Orbital retractors of various shapes and sizes have been developed to improve orbital retraction and minimize soft tissues or fat prolapse during deep or extended periorbital dissection and insertion of implants used for orbital wall reconstruction.
A flexible polydioxanon (PDS) sheet can be used in conjunction with the orbital retractor to aid in the containment of the periorbital fat and insertion of the implant.
The illustration shows a flexible PDS sheet trimmed to the size of the anatomic dissection and used in conjunction with the retractor blade during fixation of a mesh implant at the infraorbital rim.
3. Endoscopic applications
Endoscopes can also be used for transantral or transethmoidal approaches to the orbit.
This technique can be very useful to aid in the intraorbital exploration and correct placement of the orbital implant (ie, the posterior ledge).
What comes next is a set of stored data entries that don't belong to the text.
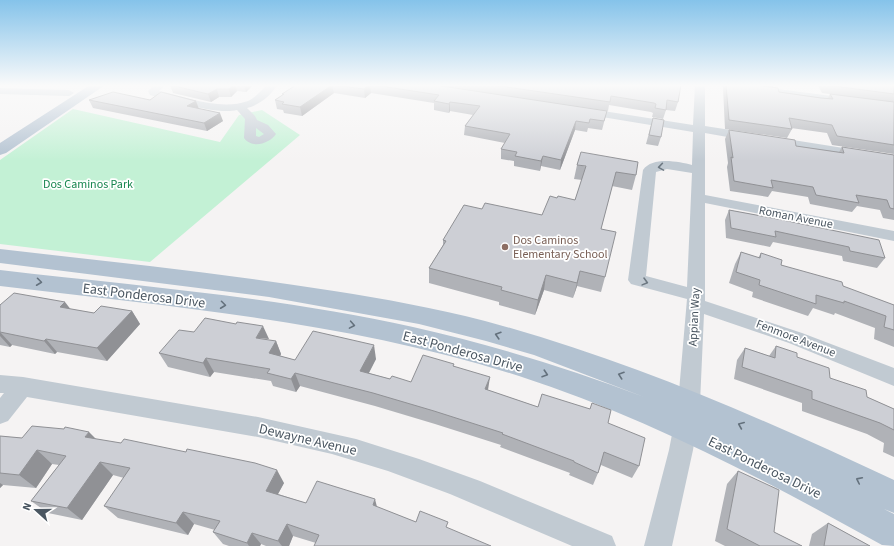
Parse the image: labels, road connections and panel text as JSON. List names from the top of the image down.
{
  "streets": {
    "main road": ["East Ponderosa Drive"],
    "street": [
      "Roman Avenue",
      "Appian Way",
      "Fenmore Avenue",
      "Dewayne Avenue"
    ]
  },
  "crossings": [
    ["Roman Avenue", "Appian Way"],
    ["East Ponderosa Drive", "Appian Way"],
    ["Appian Way", "Fenmore Avenue"]
  ],
  "parks": ["Dos Caminos Park"],
  "places": ["Dos Caminos Elementary School"],
  "north": "left"
}
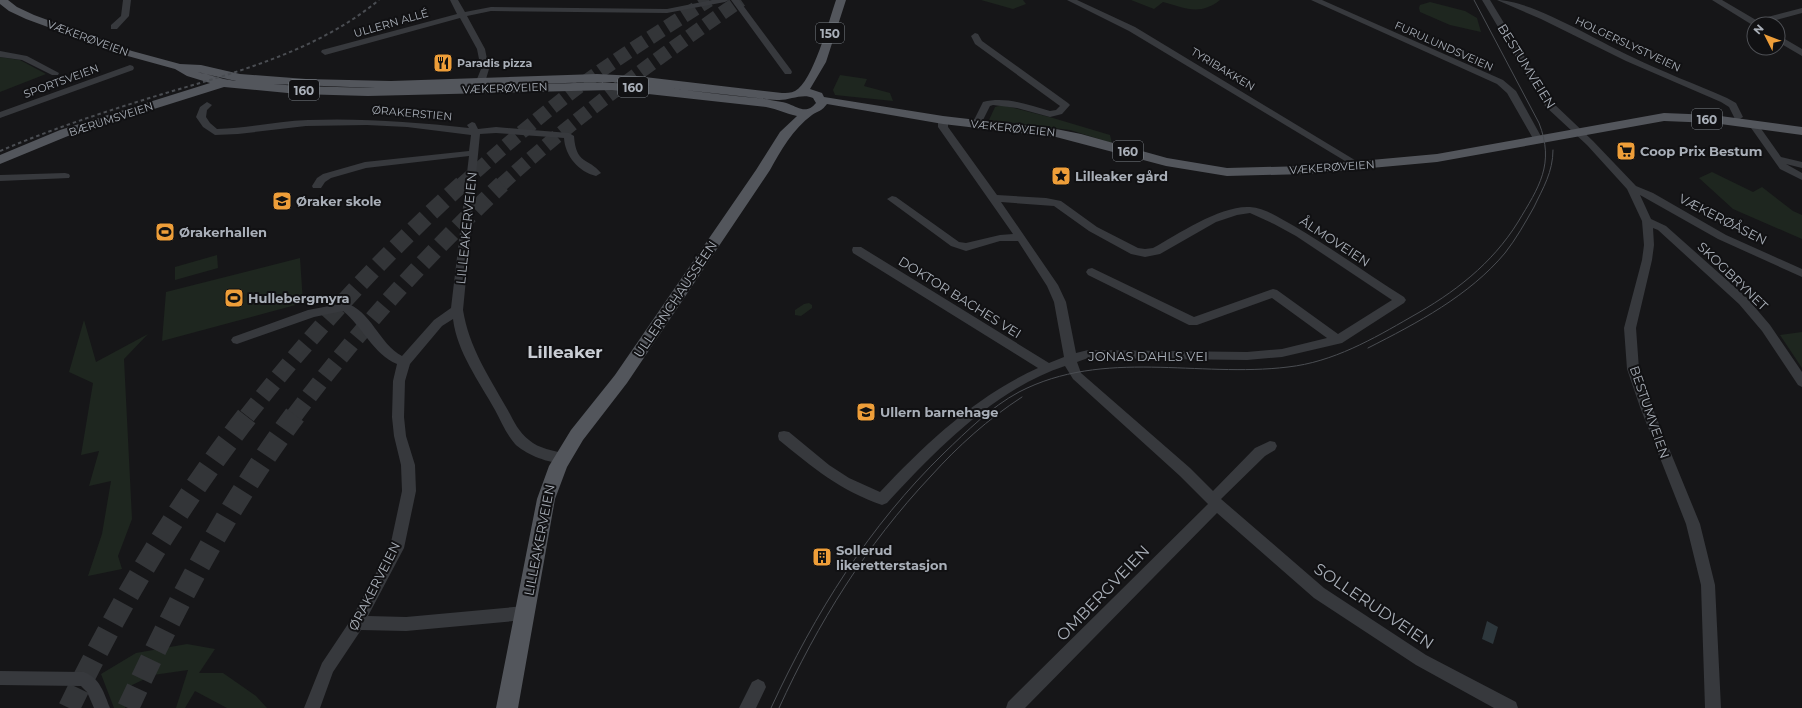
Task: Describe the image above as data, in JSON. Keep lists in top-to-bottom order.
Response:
{
  "streets": {
    "main road": [
      "150",
      "VÆKERØVEIEN",
      "160",
      "BÆRUMSVEIEN",
      "LILLEAKERVEIEN",
      "ULLERNCHAUSSÉEN"
    ],
    "street": [
      "ULLERN ALLÉ",
      "HOLGERSLYSTVEIEN",
      "FURULUNDSVEIEN",
      "BESTUMVEIEN",
      "TYRIBAKKEN",
      "SPORTSVEIEN",
      "ØRAKERSTIEN",
      "VÆKERØÅSEN",
      "ÅLMOVEIEN",
      "SKOGBRYNET",
      "DOKTOR BACHES VEI",
      "JONAS DAHLS VEI",
      "ØRAKERVEIEN",
      "OMBERGVEIEN",
      "SOLLERUDVEIEN"
    ]
  },
  "crossings": [
    ["VÆKERØVEIEN", "FURULUNDSVEIEN"],
    ["VÆKERØVEIEN", "BESTUMVEIEN"],
    ["VÆKERØVEIEN", "TYRIBAKKEN"],
    ["VÆKERØVEIEN", "BÆRUMSVEIEN"],
    ["VÆKERØVEIEN", "ULLERNCHAUSSÉEN"],
    ["VÆKERØVEIEN", "SOLLERUDVEIEN"],
    ["BESTUMVEIEN", "VÆKERØÅSEN"],
    ["BESTUMVEIEN", "SKOGBRYNET"],
    ["ØRAKERSTIEN", "LILLEAKERVEIEN"],
    ["LILLEAKERVEIEN", "ULLERNCHAUSSÉEN"],
    ["LILLEAKERVEIEN", "ØRAKERVEIEN"],
    ["ÅLMOVEIEN", "JONAS DAHLS VEI"],
    ["ÅLMOVEIEN", "SOLLERUDVEIEN"],
    ["DOKTOR BACHES VEI", "JONAS DAHLS VEI"],
    ["JONAS DAHLS VEI", "SOLLERUDVEIEN"],
    ["OMBERGVEIEN", "SOLLERUDVEIEN"]
  ],
  "districts": ["Lilleaker"],
  "places": {
    "restaurant": ["Paradis pizza"],
    "supermarket": ["Coop Prix Bestum"],
    "place": ["Lilleaker gård"],
    "school or university": ["Øraker skole", "Ullern barnehage"],
    "sports": ["Ørakerhallen", "Hullebergmyra"],
    "building": ["Sollerud likeretterstasjon"]
  },
  "north": "top left"
}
Endoscopic visualization is also a valuable adjunct for teaching and documentation purposes during intraorbital surgery.
An endoscopic view of a defect in the orbital floor after a lamellar fracture is shown (right orbit, endoscope positioned anteriorly). The soft tissues entering the inferior orbital fissure have been transected (left side of the photograph) to expose the entire defect, particularly the posterior bony ledge.
4. Intraoperative navigation and computer assisted surgery
CT based computer navigation assistance and intraoperative imaging (cone beam, CT) are useful tools for identification of the anatomy in deep, hard to visualize locations. Furthermore, mirroring of the intact contralateral structures can aid in precise orbital volume restoration and surface control of restored orbital walls.